Milpa contains the traditional recipes lovingly shared by the local indigenous Mixtec women, allowing readers to re-create the culinary magic that flows from this ancient agricultural system. Recipes are painstakingly tested and photographed in traditional indigenous kitchens as well as in a professional modern test kitchen. Please purchase the book, below.....


All Rights Reserved: © Phil-Dahl Bredine, © Kathy Dahl-Bredine © Judith Cooper Haden Photography, © Susana Trilling SOMH.

Monday, April 9, 2012

"CAJETE," The Milpa's Ancient Ecological Native Wonder


 In the villages of the Mixteca Alta there is a special kind of native corn that should give pause to the sometimes overweening pride of our modern scientific era and to its scorn for the ignorance of previous “less scientific” ages. It is commonly called “cajete” from the form in which it is planted in small indentations or “cajetes” in the dry fields. It is a very ancient corn in a land whose indigenous scientists invented corn from a parent plant called “teocintle” around 10,000 years ago. That feat alone, which accomplished an unequaled botanical leap from a wild plant with no cob or husk to “modern” corn with no apparent intermediary species, should humble our scientific hubris.

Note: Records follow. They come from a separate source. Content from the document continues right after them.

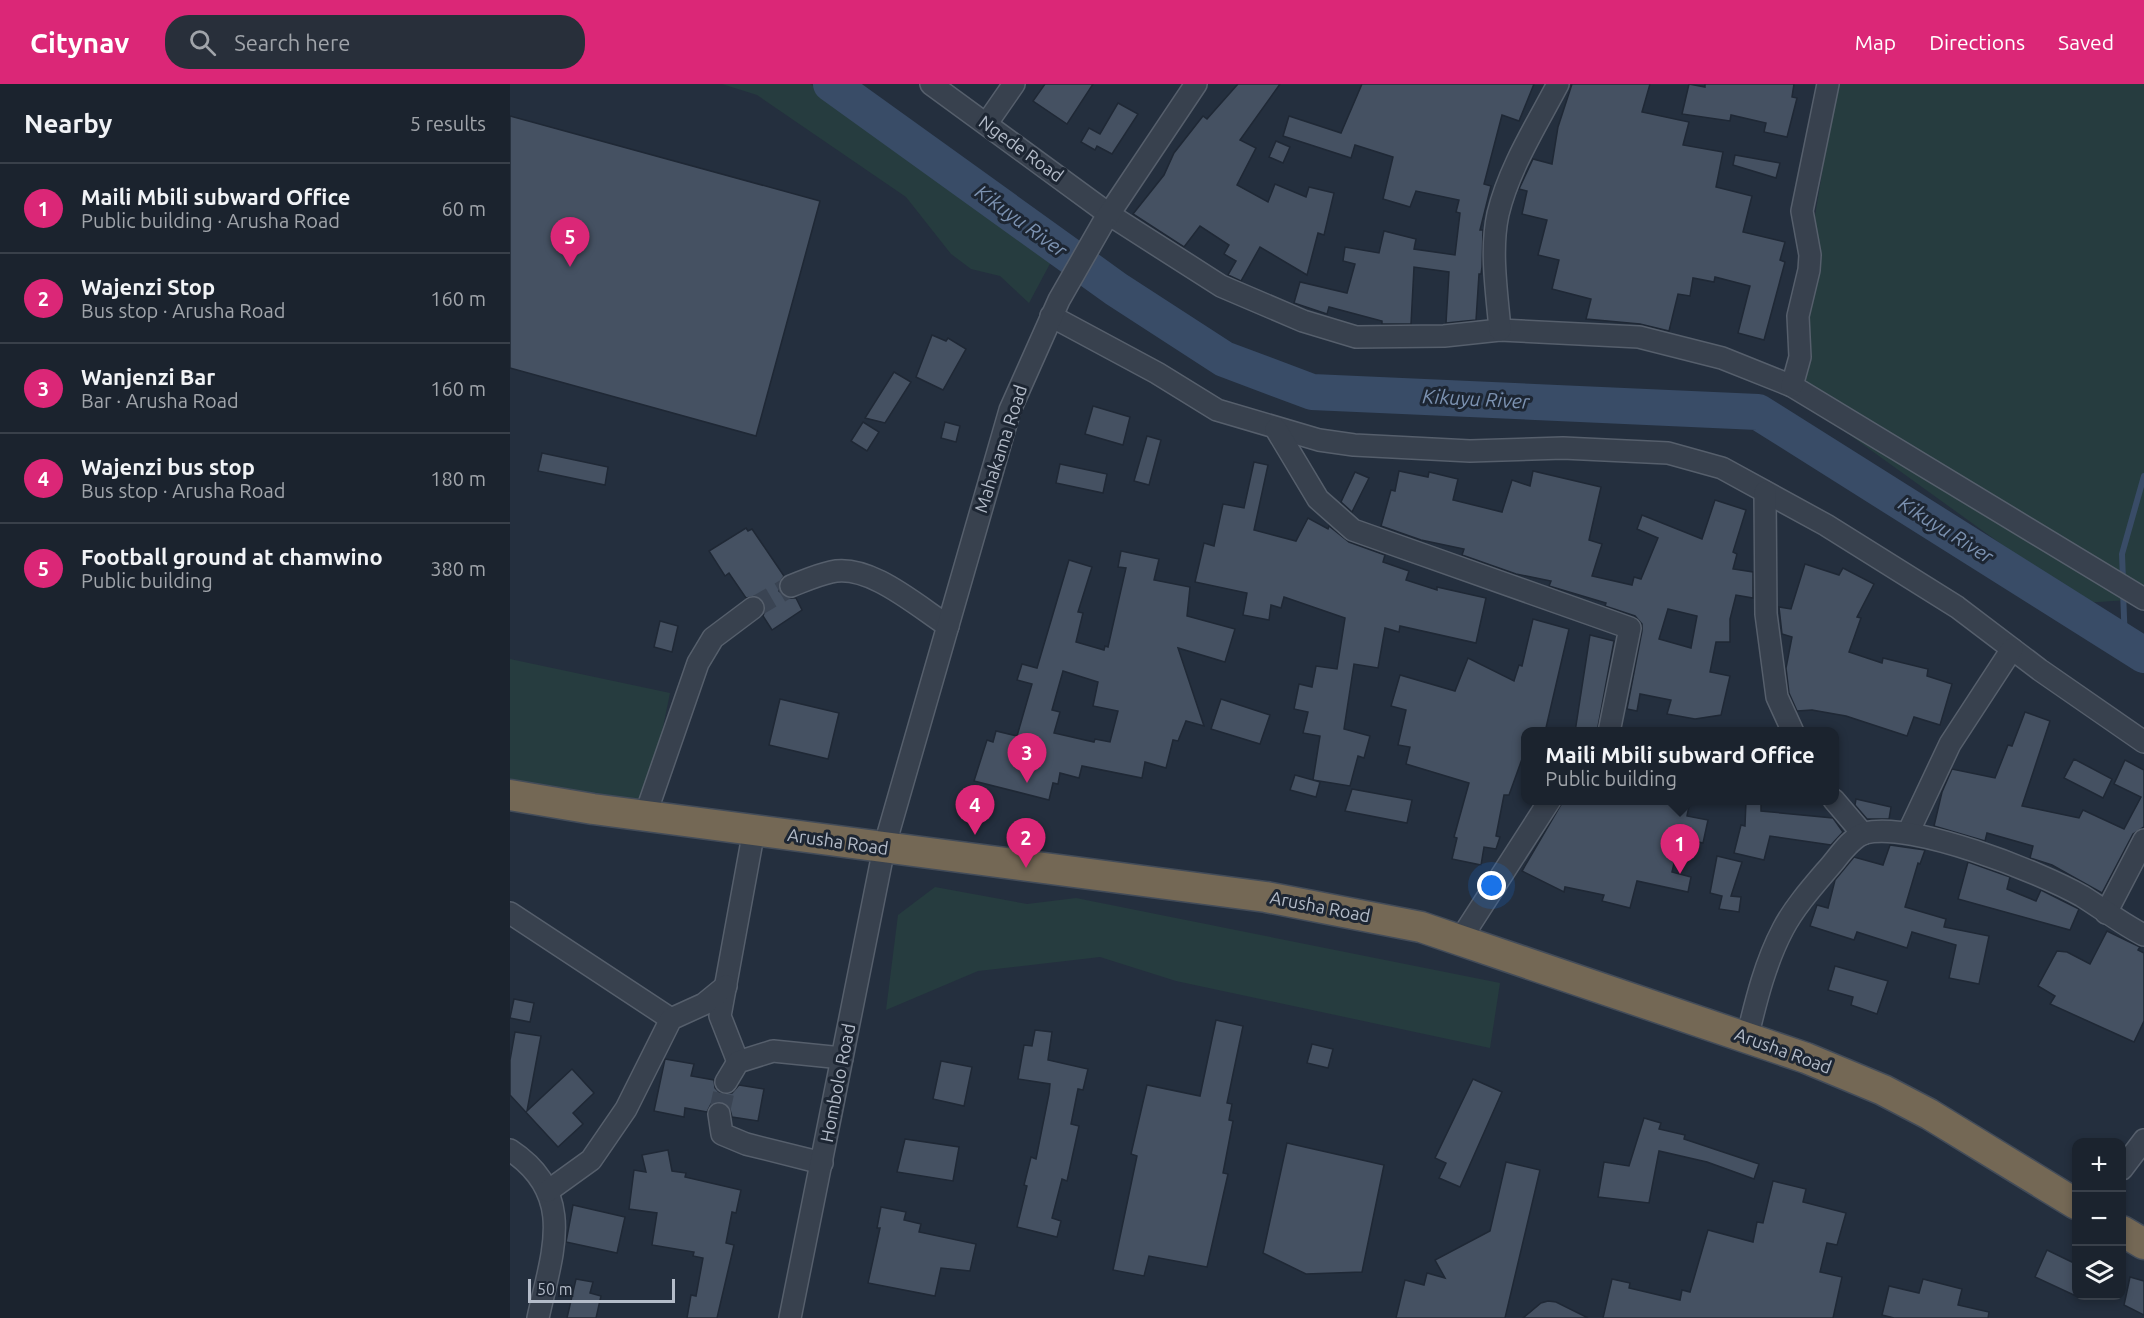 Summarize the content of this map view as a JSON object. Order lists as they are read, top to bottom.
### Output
{
  "streets": {
    "highway": ["Arusha Road"],
    "street": ["Ngede Road", "Mahakama Road", "Hombolo Road"]
  },
  "crossings": [
    ["Ngede Road", "Mahakama Road"],
    ["Mahakama Road", "Arusha Road"],
    ["Mahakama Road", "Hombolo Road"],
    ["Arusha Road", "Hombolo Road"]
  ],
  "water": ["Kikuyu River"],
  "scale_bar": "50 m",
  "page": {
    "header": "Citynav",
    "search": "Search here",
    "nav": ["Map", "Directions", "Saved"],
    "heading": ["Nearby", "5 results"],
    "list": [
      {
        "mark": "1",
        "name": "Maili Mbili subward Office",
        "note": "Public building · Arusha Road",
        "value": "60 m"
      },
      {
        "mark": "2",
        "name": "Wajenzi Stop",
        "note": "Bus stop · Arusha Road",
        "value": "160 m"
      },
      {
        "mark": "3",
        "name": "Wanjenzi Bar",
        "note": "Bar · Arusha Road",
        "value": "160 m"
      },
      {
        "mark": "4",
        "name": "Wajenzi bus stop",
        "note": "Bus stop · Arusha Road",
        "value": "180 m"
      },
      {
        "mark": "5",
        "name": "Football ground at chamwino",
        "note": "Public building",
        "value": "380 m"
      }
    ],
    "pins": [
      "5",
      "3",
      "4",
      "2",
      "1"
    ],
    "popup": ["Maili Mbili subward Office", "Public building"],
    "map_buttons": ["+", "−"],
    "scale": "50 m"
  }
}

 But the corn called cajete in addition does things that the most technically sophisticated hybrid or GM corn cannot repeat. Planted in the long dry season in the Mixteca Alta by digging with a traditional tool called a coa until residual moisture from the previous year’s rainy season is uncovered it germinates and grows up to 4 months without rain. Some of the cajete varieties have long above ground roots that have a kind of mucus on them that, university investigators here believe has the capacity to fix atmospheric nitrogen into soils and sustain yearly crops of cajete without diminishing soil fertility. Only leguminous plants are supposed to possess such capabilities.

 The cajete system is a sophisticated ecological and socio-economic invention as well. The checkerboard field of small, box-like indentations in which the corn is planted serves to collect scarce rainfall and helps prevent soil erosion. Since planting cajete is more labor intensive than traditional planting systems it is supported by and in turn supports a community socio-economic system based on mutual aid called gueza. I help my neighbors plant and they help me. And so on an early February morning one can see a line of 6 to 8 people with tall coas moving across a field in a synchronized planting dance.



In each indentation planters drop 3 to 4 seeds of corn, a native bean seed and the seed for native squash. By June the cajete Milpa is complete with its complementary planted varieties and the spontaneous edible plants called quelites that will grow between the rows. A full food system for both Mixtec families and native soils.


© Phil Dahl-Bredine
© Photographs Judith Cooper Haden

3 comments:

  1. Milpas are fascinating. Where in Mesoamerica can I see a healthy functioning Milpa?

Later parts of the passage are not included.